Task statement
Up to and including the line that holds "width:16px; height:16px; translate:-50%", copy every line of the records below exactly, starting at the first; leave pictures out.

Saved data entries
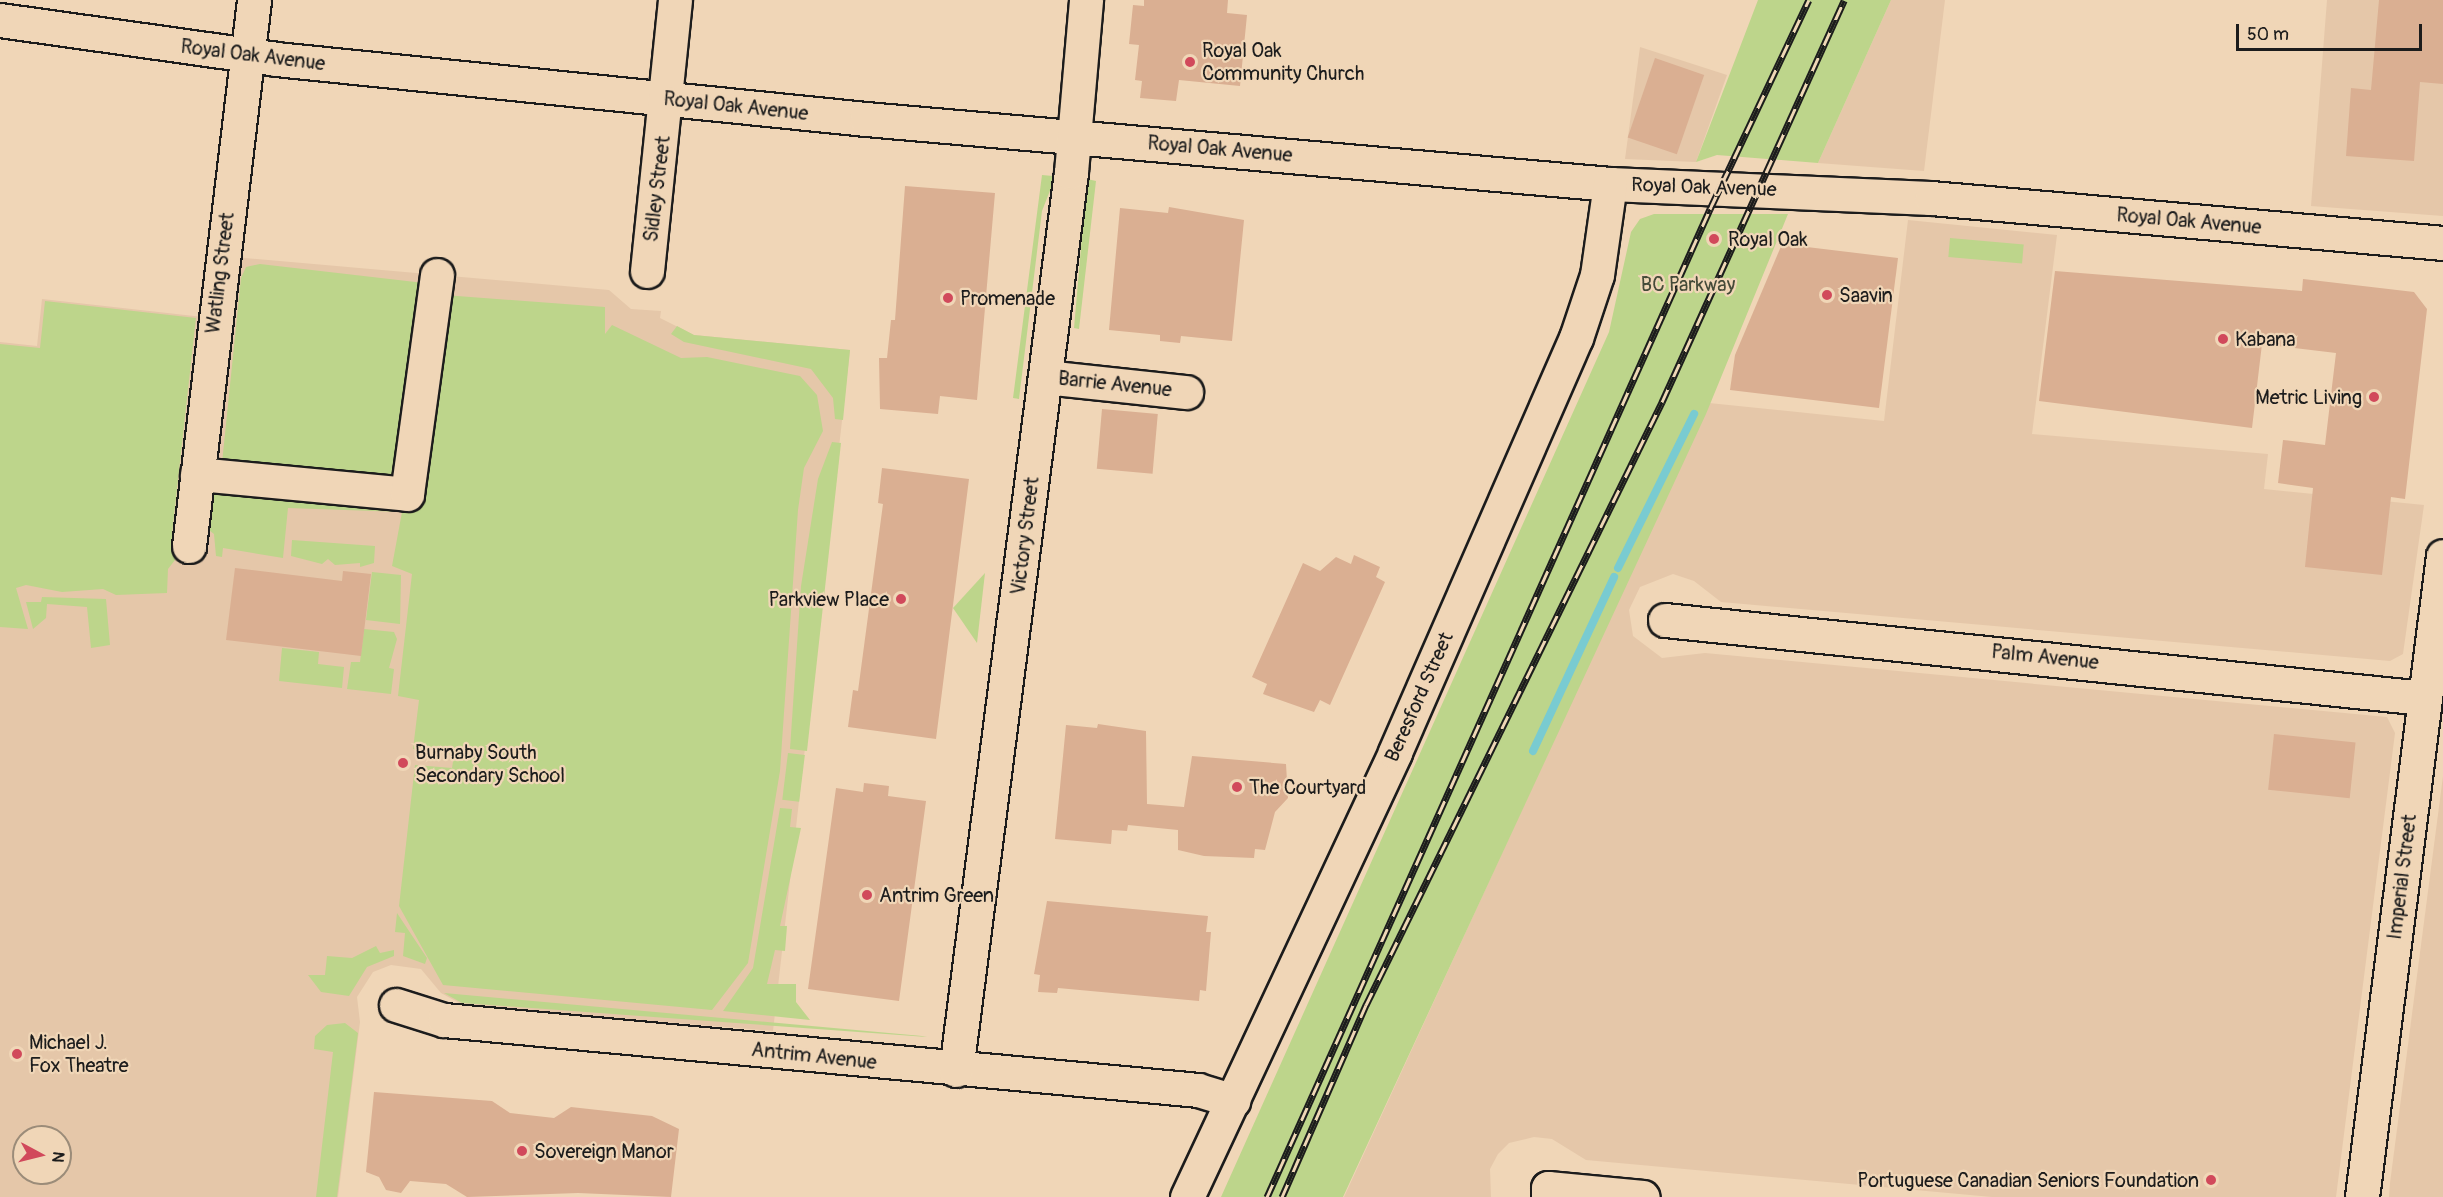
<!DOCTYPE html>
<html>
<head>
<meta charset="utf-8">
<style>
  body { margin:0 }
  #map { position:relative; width:2443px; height:1197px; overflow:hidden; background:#f0d6b7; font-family:Pangolin,sans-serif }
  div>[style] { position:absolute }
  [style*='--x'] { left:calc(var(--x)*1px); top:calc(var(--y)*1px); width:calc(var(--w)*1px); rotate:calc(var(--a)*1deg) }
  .built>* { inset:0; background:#e5c7a9 }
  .green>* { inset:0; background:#bdd58b; transform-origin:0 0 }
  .stream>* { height:8px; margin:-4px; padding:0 4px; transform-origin:4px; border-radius:4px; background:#79cbd1 }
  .building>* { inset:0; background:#daaf92; transform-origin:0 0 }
  .roads { filter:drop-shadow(2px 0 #1c1c1c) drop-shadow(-2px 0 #1c1c1c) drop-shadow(0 2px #1c1c1c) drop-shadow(0 -2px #1c1c1c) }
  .minor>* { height:33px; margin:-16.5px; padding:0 16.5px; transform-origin:16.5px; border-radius:16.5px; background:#f0d6b7 }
  .major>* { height:33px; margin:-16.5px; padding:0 16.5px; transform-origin:16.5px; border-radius:16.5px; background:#f0d6b7 }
  .rail>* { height:7px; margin-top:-3.5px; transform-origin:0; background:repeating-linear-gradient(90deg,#f0d6b7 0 14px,#1c1c1c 0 28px); box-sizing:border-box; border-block:2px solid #1c1c1c }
  .dots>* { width:16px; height:16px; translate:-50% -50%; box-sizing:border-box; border:3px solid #f0d6b7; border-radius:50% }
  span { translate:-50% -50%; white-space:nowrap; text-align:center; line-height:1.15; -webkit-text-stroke:4.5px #f0d6b7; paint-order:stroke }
  .poi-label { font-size:20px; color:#1c1c1c }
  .left { translate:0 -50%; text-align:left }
  .right { translate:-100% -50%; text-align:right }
  .street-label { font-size:20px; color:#1c1c1c }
  .park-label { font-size:20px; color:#444a38 }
  .north { position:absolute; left:12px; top:1125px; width:60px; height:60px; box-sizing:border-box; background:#f0d6b7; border:2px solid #9b8c79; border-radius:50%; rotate:97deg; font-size:16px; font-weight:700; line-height:24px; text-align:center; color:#1c1c1c }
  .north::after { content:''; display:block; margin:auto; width:21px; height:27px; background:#d1495b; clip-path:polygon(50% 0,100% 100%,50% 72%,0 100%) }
  .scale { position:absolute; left:2236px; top:24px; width:186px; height:27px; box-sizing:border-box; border:3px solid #1c1c1c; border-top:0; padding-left:8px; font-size:18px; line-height:21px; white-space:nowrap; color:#1c1c1c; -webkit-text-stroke:4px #f0d6b7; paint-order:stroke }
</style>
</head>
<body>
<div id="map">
  <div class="built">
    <i style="clip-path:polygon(1891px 0,1945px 0,1924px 171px,1818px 163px)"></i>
    <i style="clip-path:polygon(2327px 0,2443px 0,2443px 216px,2311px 206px)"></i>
    <i style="clip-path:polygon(1640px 47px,1727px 75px,1696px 162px,1625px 159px)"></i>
    <i style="clip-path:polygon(1908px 220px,2057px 235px,2032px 434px,2268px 454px,2264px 489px,2424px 505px,2403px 654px,2390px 661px,1721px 602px,1694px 581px,1673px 574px,1640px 587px,1629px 610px,1633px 636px,1662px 658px,1705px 653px,2387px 717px,2395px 733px,2336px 1197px,1992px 1197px,1586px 1160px,1552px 1139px,1534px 1137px,1509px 1143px,1498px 1154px,1490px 1169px,1491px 1197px,1344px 1197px,1709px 403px,1884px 421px)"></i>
    <i style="clip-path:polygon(evenodd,234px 257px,609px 290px,631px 309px,661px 311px,660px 318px,694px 335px,850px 350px,773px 1031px,463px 1005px,441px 993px,421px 969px,391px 965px,373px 972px,357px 997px,360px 1022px,338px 1197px,0 1197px,0 342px,37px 346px,42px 299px,203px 317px,176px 549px,204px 552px,234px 257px,24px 1137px,60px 1137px,60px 1173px,24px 1173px,24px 1137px)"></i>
    <i style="clip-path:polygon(2443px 776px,2443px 1197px,2389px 1197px,2390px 1183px)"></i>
  </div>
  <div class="green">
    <i style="clip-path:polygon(1758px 0,1891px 0,1818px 163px,1717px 155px,1696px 162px)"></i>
    <i style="clip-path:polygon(1042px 175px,1053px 176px,1053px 183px,1042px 211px,1019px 399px,1013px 398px)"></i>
    <i style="clip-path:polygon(1087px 179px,1096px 181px,1079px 329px,1074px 328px)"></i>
    <i style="clip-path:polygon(1654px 214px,1788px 214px,1706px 414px,1343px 1197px,1221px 1197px,1609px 332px,1631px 232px,1640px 219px)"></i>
    <i style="left:1950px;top:238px;width:74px;height:19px;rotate:5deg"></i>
    <i style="clip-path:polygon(260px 264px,424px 283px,404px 480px,222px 463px,241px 278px,246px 267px)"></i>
    <i style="clip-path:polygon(444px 295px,605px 307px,605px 334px,612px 325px,681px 358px,707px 357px,800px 376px,817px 395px,823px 431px,804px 468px,798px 510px,780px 771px,748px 963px,712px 1010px,443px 985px,399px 906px,415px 765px,452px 768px,454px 755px,413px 749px,419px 700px,398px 696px,412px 574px,392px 566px,402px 512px,288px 508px,283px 558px,223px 548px,222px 557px,216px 556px,214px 534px,205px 527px,215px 489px,420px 506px)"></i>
    <i style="clip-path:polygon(45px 301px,196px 318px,172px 534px,175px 560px,168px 569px,167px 593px,116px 595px,103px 589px,62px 592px,26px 585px,16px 588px,28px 629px,0 627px,0 344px,40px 348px)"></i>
    <i style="clip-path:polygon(677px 326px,694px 335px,850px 350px,843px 420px,835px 419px,833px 398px,811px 369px,684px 342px,671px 334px)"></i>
    <i style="clip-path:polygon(832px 442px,841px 443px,807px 751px,790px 749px,801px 586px,818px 479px)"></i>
    <i style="clip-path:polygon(292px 540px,375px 546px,374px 563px,360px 567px,360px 563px,335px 565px,328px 559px,322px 564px,291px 556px)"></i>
    <i style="clip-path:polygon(372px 572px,401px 575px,400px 624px,366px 620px)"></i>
    <i style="clip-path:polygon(985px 573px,977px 643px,953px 608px)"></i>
    <i style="clip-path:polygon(42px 597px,106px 599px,110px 645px,91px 648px,87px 607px,47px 604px,46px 618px,33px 629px,26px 602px,41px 602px)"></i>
    <i style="clip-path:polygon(364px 629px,394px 632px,397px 639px,389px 668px,394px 669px,391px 694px,347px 689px,351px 662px,360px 662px)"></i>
    <i style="clip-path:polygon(282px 648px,319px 652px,318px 664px,344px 667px,342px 688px,279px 681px)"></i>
    <i style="left:788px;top:753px;width:17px;height:47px;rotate:7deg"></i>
    <i style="clip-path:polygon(780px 808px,792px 809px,790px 827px,801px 828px,780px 926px,787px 926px,785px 951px,775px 950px,767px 984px,796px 984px,796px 1002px,810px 1020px,723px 1011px,753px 968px)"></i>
    <i style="clip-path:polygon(397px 913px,427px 958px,425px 964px,403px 956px,405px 933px,395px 932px)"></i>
    <i style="clip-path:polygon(376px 946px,380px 953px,394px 950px,394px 956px,367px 967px,349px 996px,321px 992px,308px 975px,325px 975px,327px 956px,352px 958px)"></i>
    <i style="clip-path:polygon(444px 993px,922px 1036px,927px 1037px,462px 1003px)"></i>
    <i style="clip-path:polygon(345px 1023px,358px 1033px,337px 1197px,316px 1197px,333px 1052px,314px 1049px,315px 1036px,327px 1025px)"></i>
  </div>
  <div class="stream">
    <i style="--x:1618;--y:568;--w:172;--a:-63.7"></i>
    <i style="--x:1533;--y:751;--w:192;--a:-65"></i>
  </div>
  <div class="building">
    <i style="clip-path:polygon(1144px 0,1228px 0,1227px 13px,1247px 15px,1240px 86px,1179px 80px,1176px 101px,1140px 98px,1142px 81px,1135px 80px,1139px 45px,1129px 44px,1133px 5px,1144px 6px)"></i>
    <i style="clip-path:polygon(2379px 0,2443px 0,2443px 84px,2420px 82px,2414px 161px,2346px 156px,2351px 88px,2371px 90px)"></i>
    <i style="left:1655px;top:58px;width:52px;height:84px;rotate:19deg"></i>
    <i style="clip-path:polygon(905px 186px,995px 193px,977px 400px,940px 396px,938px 414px,880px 409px,879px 358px,887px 358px,891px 320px,895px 320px)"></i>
    <i style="clip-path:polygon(1169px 207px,1244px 220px,1232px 341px,1181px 336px,1180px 343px,1160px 341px,1160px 335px,1109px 330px,1120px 208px,1168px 213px)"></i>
    <i style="clip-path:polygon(1782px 244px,1898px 258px,1879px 408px,1730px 390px,1735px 355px)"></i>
    <i style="clip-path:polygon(2055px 271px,2302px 291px,2303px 279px,2414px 292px,2427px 309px,2405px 499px,2391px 497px,2382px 575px,2305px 567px,2313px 488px,2278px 483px,2283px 440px,2325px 445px,2336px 353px,2262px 344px,2252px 428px,2039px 401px)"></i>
    <i style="left:1102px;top:409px;width:56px;height:60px;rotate:5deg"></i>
    <i style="clip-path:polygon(882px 468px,969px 479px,936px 739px,848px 727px,853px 690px,858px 691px,883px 504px,878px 503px)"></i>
    <i style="clip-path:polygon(1354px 555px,1380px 567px,1376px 577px,1385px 582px,1330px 705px,1320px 700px,1314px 712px,1263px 694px,1267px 684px,1252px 677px,1303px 563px,1320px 571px,1336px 557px,1351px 564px)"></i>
    <i style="clip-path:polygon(235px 568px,342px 581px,343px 571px,371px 574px,361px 656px,226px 640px)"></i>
    <i style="clip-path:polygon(1098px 724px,1146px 731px,1147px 804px,1184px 807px,1192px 756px,1286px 764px,1288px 798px,1275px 812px,1265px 850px,1255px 849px,1254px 858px,1204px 856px,1178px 850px,1178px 830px,1128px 825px,1127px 831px,1112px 830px,1111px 844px,1055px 839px,1066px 725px,1097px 728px)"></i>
    <i style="left:2274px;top:734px;width:82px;height:56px;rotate:6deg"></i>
    <i style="clip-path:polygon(864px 783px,889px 786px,888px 796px,926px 801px,899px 1001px,808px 989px,836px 788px,863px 792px)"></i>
    <i style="clip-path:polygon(1047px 901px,1208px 916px,1206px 932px,1211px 932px,1206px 991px,1200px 990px,1199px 1001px,1058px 988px,1057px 993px,1038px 992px,1040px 975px,1034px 974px)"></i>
    <i style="clip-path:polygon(374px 1092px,492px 1101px,510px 1113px,554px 1118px,571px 1107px,652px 1116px,679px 1129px,671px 1197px,578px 1193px,467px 1197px,446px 1184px,410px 1181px,401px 1193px,386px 1190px,379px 1177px,366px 1172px)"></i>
  </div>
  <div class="roads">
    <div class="minor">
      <i style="--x:0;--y:20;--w:279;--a:8"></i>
      <i style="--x:276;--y:59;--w:593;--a:5.81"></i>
      <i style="--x:866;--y:119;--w:747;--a:4.99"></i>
      <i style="--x:1610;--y:184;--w:321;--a:2.5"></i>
      <i style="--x:1931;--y:198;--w:514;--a:5.02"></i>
      <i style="--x:647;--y:271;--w:272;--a:-84.1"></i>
      <i style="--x:1045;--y:377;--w:142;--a:6.1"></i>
      <i style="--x:197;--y:474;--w:211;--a:5.4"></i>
      <i style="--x:407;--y:494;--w:221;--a:-82.2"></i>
      <i style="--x:189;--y:546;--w:550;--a:-83.21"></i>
      <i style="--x:1665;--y:620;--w:763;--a:5.87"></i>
      <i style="--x:396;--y:1005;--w:50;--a:17.4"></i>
      <i style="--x:444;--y:1020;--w:757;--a:5.3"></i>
      <i style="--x:1198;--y:1090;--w:37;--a:17"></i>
      <i style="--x:956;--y:1070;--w:905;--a:-82.7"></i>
      <i style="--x:1071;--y:172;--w:173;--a:-85"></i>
      <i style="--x:1187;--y:1197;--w:491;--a:-64.9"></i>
      <i style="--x:1395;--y:752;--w:452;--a:-66.4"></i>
      <i style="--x:1576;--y:338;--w:66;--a:-71.6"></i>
      <i style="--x:1597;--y:275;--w:92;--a:-81.9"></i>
      <i style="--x:1548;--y:1197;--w:9;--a:-90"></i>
      <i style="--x:1548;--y:1188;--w:95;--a:5.4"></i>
    </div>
    <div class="major">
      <i style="--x:2362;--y:1197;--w:646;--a:-82.8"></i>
    </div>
  </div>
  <div class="rail">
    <i style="--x:1267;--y:1197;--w:1083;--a:-65.85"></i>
    <i style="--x:1710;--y:209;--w:231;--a:-64.7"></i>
    <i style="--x:1282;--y:1197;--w:210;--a:-66.4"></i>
    <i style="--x:1366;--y:1005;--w:672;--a:-63.85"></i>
    <i style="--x:1662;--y:402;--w:441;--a:-65.6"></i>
  </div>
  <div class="dots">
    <i style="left:1190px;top:62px;background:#d1495b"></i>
    <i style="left:1714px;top:239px;background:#d1495b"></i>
    <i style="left:1827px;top:295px;background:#d1495b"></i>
    <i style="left:948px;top:298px;background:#d1495b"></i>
    <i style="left:2223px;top:339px;background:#d1495b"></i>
    <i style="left:2374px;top:397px;background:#d1495b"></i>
    <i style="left:901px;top:599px;background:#d1495b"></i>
    <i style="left:403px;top:763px;background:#d1495b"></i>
    <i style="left:1237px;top:787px;background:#d1495b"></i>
    <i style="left:867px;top:895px;background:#d1495b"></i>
    <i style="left:17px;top:1054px;background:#d1495b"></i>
    <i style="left:522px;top:1151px;background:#d1495b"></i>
    <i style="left:2211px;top:1180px;background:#d1495b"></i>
  </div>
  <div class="poi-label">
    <span class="left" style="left:1202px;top:62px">Royal Oak<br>Community Church</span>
    <span class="left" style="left:1728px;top:239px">Royal Oak</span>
    <span class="left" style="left:1839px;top:295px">Saavin</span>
    <span class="left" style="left:960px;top:298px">Promenade</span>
    <span class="left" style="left:2235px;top:339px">Kabana</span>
    <span class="right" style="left:2362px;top:397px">Metric Living</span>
    <span class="right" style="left:889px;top:599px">Parkview Place</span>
    <span class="left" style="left:415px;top:764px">Burnaby South<br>Secondary School</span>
    <span class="left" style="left:1249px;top:787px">The Courtyard</span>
    <span class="left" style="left:879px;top:895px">Antrim Green</span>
    <span class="left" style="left:29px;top:1054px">Michael J.<br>Fox Theatre</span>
    <span class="left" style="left:534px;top:1151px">Sovereign Manor</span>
    <span class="right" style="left:2199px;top:1180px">Portuguese Canadian Seniors Foundation</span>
  </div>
  <div class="street-label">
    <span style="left:253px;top:55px;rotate:7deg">Royal Oak Avenue</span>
    <span style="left:736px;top:106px;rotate:6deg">Royal Oak Avenue</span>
    <span style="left:1220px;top:149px;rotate:5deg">Royal Oak Avenue</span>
    <span style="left:1704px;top:187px;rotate:2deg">Royal Oak Avenue</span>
    <span style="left:657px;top:189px;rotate:-83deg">Sidley Street</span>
    <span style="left:2189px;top:221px;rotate:5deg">Royal Oak Avenue</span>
    <span style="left:220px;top:273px;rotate:-83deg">Watling Street</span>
    <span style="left:1115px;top:384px;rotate:6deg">Barrie Avenue</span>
    <span style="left:1025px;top:536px;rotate:-83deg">Victory Street</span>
    <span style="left:2045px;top:657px;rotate:6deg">Palm Avenue</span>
    <span style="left:1419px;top:697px;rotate:-66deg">Beresford Street</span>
    <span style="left:2402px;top:877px;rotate:-83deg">Imperial Street</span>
    <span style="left:814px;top:1056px;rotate:6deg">Antrim Avenue</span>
  </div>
  <div class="park-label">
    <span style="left:1688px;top:284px">BC Parkway</span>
  </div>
  <div class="north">N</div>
  <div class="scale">50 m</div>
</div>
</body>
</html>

Answer box
<!DOCTYPE html>
<html>
<head>
<meta charset="utf-8">
<style>
  body { margin:0 }
  #map { position:relative; width:2443px; height:1197px; overflow:hidden; background:#f0d6b7; font-family:Pangolin,sans-serif }
  div>[style] { position:absolute }
  [style*='--x'] { left:calc(var(--x)*1px); top:calc(var(--y)*1px); width:calc(var(--w)*1px); rotate:calc(var(--a)*1deg) }
  .built>* { inset:0; background:#e5c7a9 }
  .green>* { inset:0; background:#bdd58b; transform-origin:0 0 }
  .stream>* { height:8px; margin:-4px; padding:0 4px; transform-origin:4px; border-radius:4px; background:#79cbd1 }
  .building>* { inset:0; background:#daaf92; transform-origin:0 0 }
  .roads { filter:drop-shadow(2px 0 #1c1c1c) drop-shadow(-2px 0 #1c1c1c) drop-shadow(0 2px #1c1c1c) drop-shadow(0 -2px #1c1c1c) }
  .minor>* { height:33px; margin:-16.5px; padding:0 16.5px; transform-origin:16.5px; border-radius:16.5px; background:#f0d6b7 }
  .major>* { height:33px; margin:-16.5px; padding:0 16.5px; transform-origin:16.5px; border-radius:16.5px; background:#f0d6b7 }
  .rail>* { height:7px; margin-top:-3.5px; transform-origin:0; background:repeating-linear-gradient(90deg,#f0d6b7 0 14px,#1c1c1c 0 28px); box-sizing:border-box; border-block:2px solid #1c1c1c }
  .dots>* { width:16px; height:16px; translate:-50% -50%; box-sizing:border-box; border:3px solid #f0d6b7; border-radius:50% }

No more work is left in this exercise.